The present embodiment also provides a computer-readable medium, which stores a computer program executable by a terminal device, and when the computer program runs on the terminal device, causes the terminal device to execute the steps of the above method. Types of computer readable media include, but are not limited to, storage media such as SD cards, usb disks, fixed hard disks, removable hard disks, and the like.

It will be understood by those skilled in the art that the foregoing is only a preferred embodiment of the present invention, and is not intended to limit the invention, and that any modification, equivalent replacement, or improvement made within the spirit and principle of the present invention should be included in the scope of the present invention.

Claims (10)

1. A panel defect detection method based on image fusion is characterized by comprising the following steps:

s1: acquiring sample images to form a training set, and marking the defects on each sample image to obtain corresponding sample labels;

s2: randomly selecting a plurality of sample pairs from a training set, and respectively fusing two sample images in each sample pair and sample labels corresponding to the two sample images to obtain a training image and a training label, and inputting the training image and the training label into a deep learning model so as to train the deep learning model;

s3: and acquiring a panel image to be detected, arbitrarily selecting two panel images for fusion, and inputting the acquired predicted image into a trained deep learning model for defect detection.

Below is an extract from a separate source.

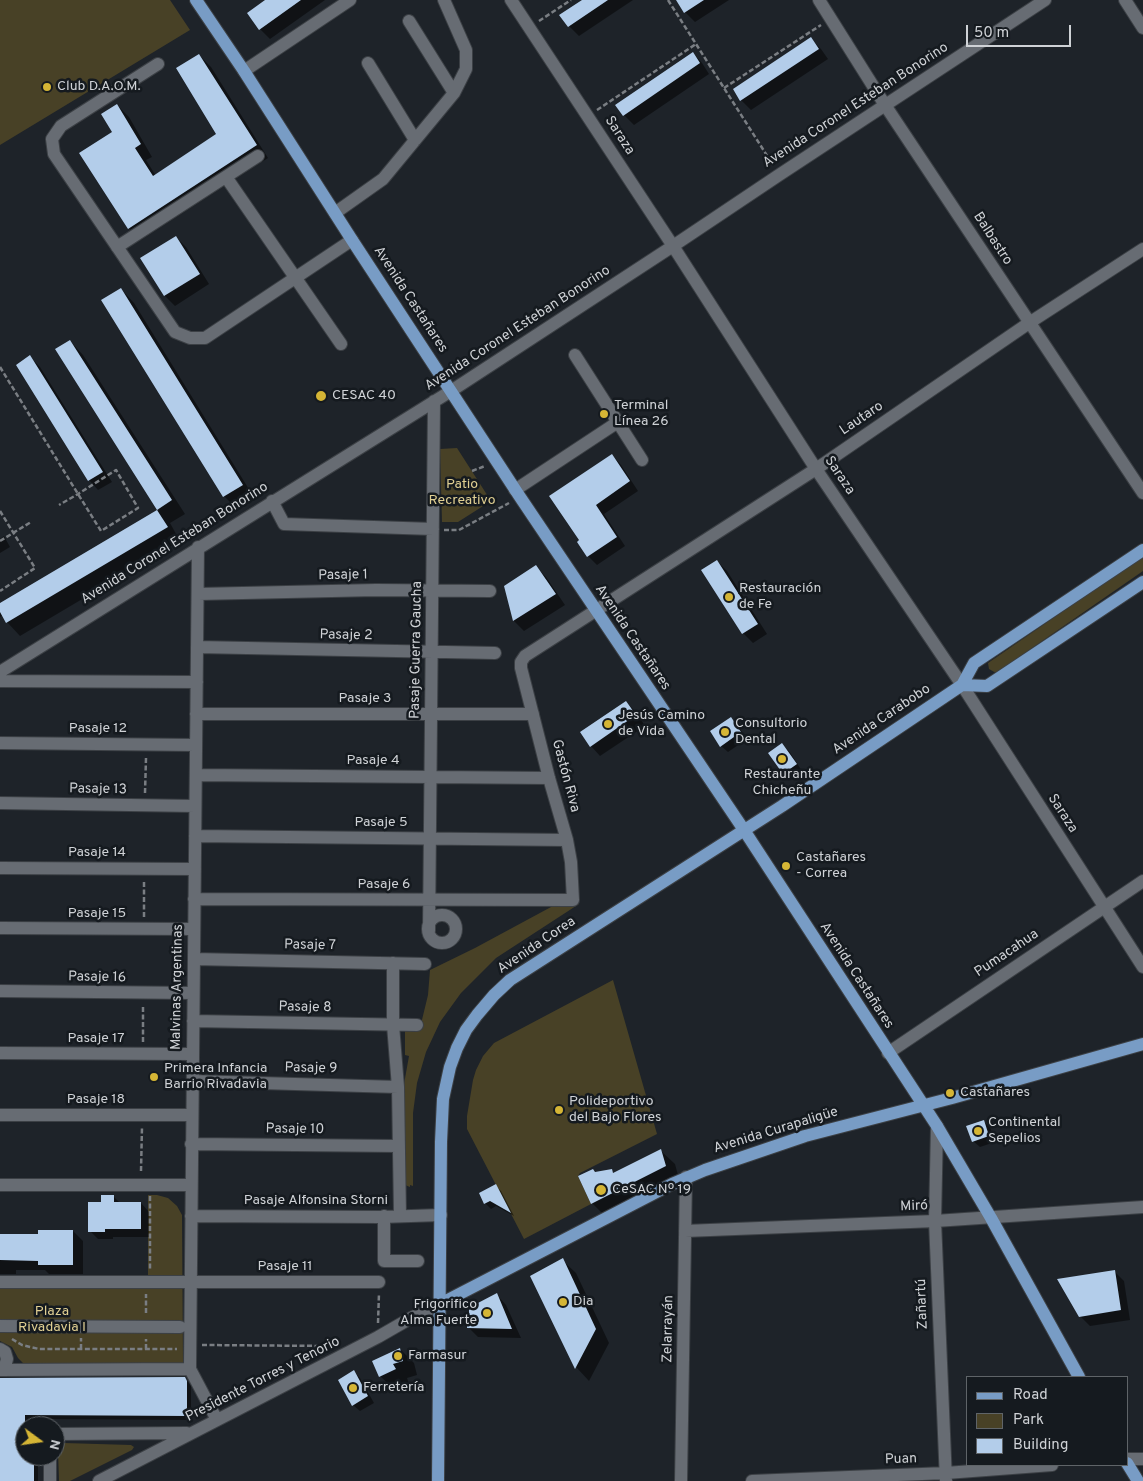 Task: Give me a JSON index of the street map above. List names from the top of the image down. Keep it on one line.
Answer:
{"streets":{"main road":["Avenida Castañares","Avenida Carabobo","Avenida Corea","Avenida Curapaligüe"],"street":["Avenida Coronel Esteban Bonorino","Saraza","Balbastro","Lautaro","Pasaje 1","Pasaje 2","Pasaje Guerra Gaucha","Pasaje 3","Pasaje 12","Pasaje 4","Gastón Riva","Pasaje 13","Pasaje 5","Pasaje 14","Pasaje 6","Pasaje 15","Pasaje 7","Pumacahua","Pasaje 16","Malvinas Argentinas","Pasaje 8","Pasaje 17","Pasaje 9","Pasaje 18","Pasaje 10","Pasaje Alfonsina Storni","Miró","Pasaje 11","Zañartú","Zelarrayán","Presidente Torres y Tenorio","Puan"]},"crossings":[["Avenida Coronel Esteban Bonorino","Saraza"],["Avenida Coronel Esteban Bonorino","Balbastro"],["Avenida Coronel Esteban Bonorino","Avenida Castañares"],["Avenida Coronel Esteban Bonorino","Pasaje Guerra Gaucha"],["Avenida Coronel Esteban Bonorino","Malvinas Argentinas"],["Saraza","Lautaro"],["Saraza","Avenida Carabobo"],["Saraza","Pumacahua"],["Balbastro","Lautaro"],["Avenida Castañares","Lautaro"],["Avenida Castañares","Avenida Carabobo"],["Avenida Castañares","Avenida Corea"],["Avenida Castañares","Pumacahua"],["Avenida Castañares","Avenida Curapaligüe"],["Avenida Castañares","Miró"],["Avenida Castañares","Zañartú"],["Lautaro","Gastón Riva"],["Pasaje 1","Pasaje Guerra Gaucha"],["Pasaje 1","Malvinas Argentinas"],["Pasaje 2","Pasaje Guerra Gaucha"],["Pasaje 2","Malvinas Argentinas"],["Pasaje Guerra Gaucha","Pasaje 3"],["Pasaje Guerra Gaucha","Pasaje 4"],["Pasaje Guerra Gaucha","Pasaje 5"],["Pasaje Guerra Gaucha","Pasaje 6"],["Pasaje 3","Gastón Riva"],["Pasaje 3","Malvinas Argentinas"],["Avenida Carabobo","Avenida Corea"],["Pasaje 12","Malvinas Argentinas"],["Pasaje 4","Gastón Riva"],["Pasaje 4","Malvinas Argentinas"],["Gastón Riva","Pasaje 5"],["Gastón Riva","Pasaje 6"],["Pasaje 13","Malvinas Argentinas"],["Pasaje 5","Malvinas Argentinas"],["Pasaje 14","Malvinas Argentinas"],["Pasaje 6","Malvinas Argentinas"],["Pasaje 15","Malvinas Argentinas"],["Pasaje 7","Malvinas Argentinas"],["Avenida Corea","Avenida Curapaligüe"],["Avenida Corea","Pasaje Alfonsina Storni"],["Avenida Corea","Presidente Torres y Tenorio"],["Pasaje 16","Malvinas Argentinas"],["Malvinas Argentinas","Pasaje 8"],["Malvinas Argentinas","Pasaje 17"],["Malvinas Argentinas","Pasaje 9"],["Malvinas Argentinas","Pasaje 18"],["Malvinas Argentinas","Pasaje 10"],["Malvinas Argentinas","Pasaje Alfonsina Storni"],["Malvinas Argentinas","Pasaje 11"],["Malvinas Argentinas","Presidente Torres y Tenorio"],["Avenida Curapaligüe","Zelarrayán"],["Avenida Curapaligüe","Presidente Torres y Tenorio"],["Miró","Zañartú"],["Miró","Zelarrayán"],["Zañartú","Puan"]],"parks":["Patio Recreativo","Plaza Rivadavia I"],"places":["Club D.A.O.M.","CESAC 40","Terminal Línea 26","Restauración de Fe","Jesús Camino de Vida","Consultorio Dental","Restaurante Chicheñu","Castañares - Correa","Primera Infancia Barrio Rivadavia","Castañares","Polideportivo del Bajo Flores","Continental Sepelios","CeSAC Nº 19","Dia","Frigorifico Alma Fuerte","Farmasur","Ferretería"],"legend":["Road","Park","Building"],"scale_bar":"50 m","north":"right"}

2. The panel defect detecting method according to claim 1, wherein in step S3, when a defect is detected from the predictive image, two panel images corresponding to the predictive image are inputted to the deep learning model and detected, respectively.

3. The method for detecting panel defects according to claim 1 or 2, wherein in step S2, when two sample images in each sample pair and their corresponding sample labels are fused, the weight value of any one sample image in each sample pair satisfies a beta distribution.

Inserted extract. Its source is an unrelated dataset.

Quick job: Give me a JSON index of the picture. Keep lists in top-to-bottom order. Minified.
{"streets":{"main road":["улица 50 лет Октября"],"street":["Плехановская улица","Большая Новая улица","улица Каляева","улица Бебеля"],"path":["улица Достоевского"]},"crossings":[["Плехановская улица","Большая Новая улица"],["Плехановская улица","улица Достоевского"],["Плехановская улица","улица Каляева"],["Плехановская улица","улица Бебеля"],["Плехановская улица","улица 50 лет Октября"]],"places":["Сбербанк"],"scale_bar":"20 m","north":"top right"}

4. The method for detecting defects in a panel according to claim 3, wherein in step S3, when the panel images to be detected are merged, the weight value of the two panel images is 0.5.

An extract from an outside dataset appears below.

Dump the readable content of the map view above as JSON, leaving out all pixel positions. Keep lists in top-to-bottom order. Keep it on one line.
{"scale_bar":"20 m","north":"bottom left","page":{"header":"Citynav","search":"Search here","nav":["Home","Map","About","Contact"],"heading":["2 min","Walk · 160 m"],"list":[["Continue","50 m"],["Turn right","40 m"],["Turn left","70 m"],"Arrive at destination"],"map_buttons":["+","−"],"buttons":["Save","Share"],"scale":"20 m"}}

5. The panel defect detecting method of claim 1, wherein in step S2, the sample label includes a defect location and a defect type, and different defect types are marked with different colors for easy distinction.

6. A panel defect detection device based on image fusion is characterized by comprising a labeling unit and a fusion unit;

the marking unit is used for acquiring sample images to form a training set, and marking the defects on each sample image to obtain a corresponding sample label;

the fusion unit is used for randomly selecting a plurality of sample pairs from a training set, and fusing two sample images in each sample pair and sample labels corresponding to the two sample images to obtain a training image and a training label which are input into a deep learning model so as to train the deep learning model;

and the method is also used for acquiring a panel image to be detected, arbitrarily selecting two panel images for fusion, and inputting the acquired predicted image into a trained deep learning model for defect detection.

7. The apparatus according to claim 6, wherein the fusion unit is further configured to input two panel images corresponding to the prediction images into the deep learning model for detection when a defect is detected from the prediction images.

8. The image fusion-based panel defect detecting apparatus according to claim 6 or 7, wherein when two sample images in each sample pair and their corresponding sample labels are fused, the weight value given to any one sample image in each sample pair by the fusing unit satisfies a beta distribution.

9. The image fusion-based panel defect detecting apparatus according to claim 8, wherein the fusion means assigns a weight value of 0.5 to each of the two panel images when fusing the panel images to be detected.

10. A device terminal, characterized by comprising at least one processing unit and at least one memory unit, wherein the memory unit stores a computer program which, when executed by the processing unit, causes the processing unit to carry out the steps of the method according to any one of claims 1 to 5.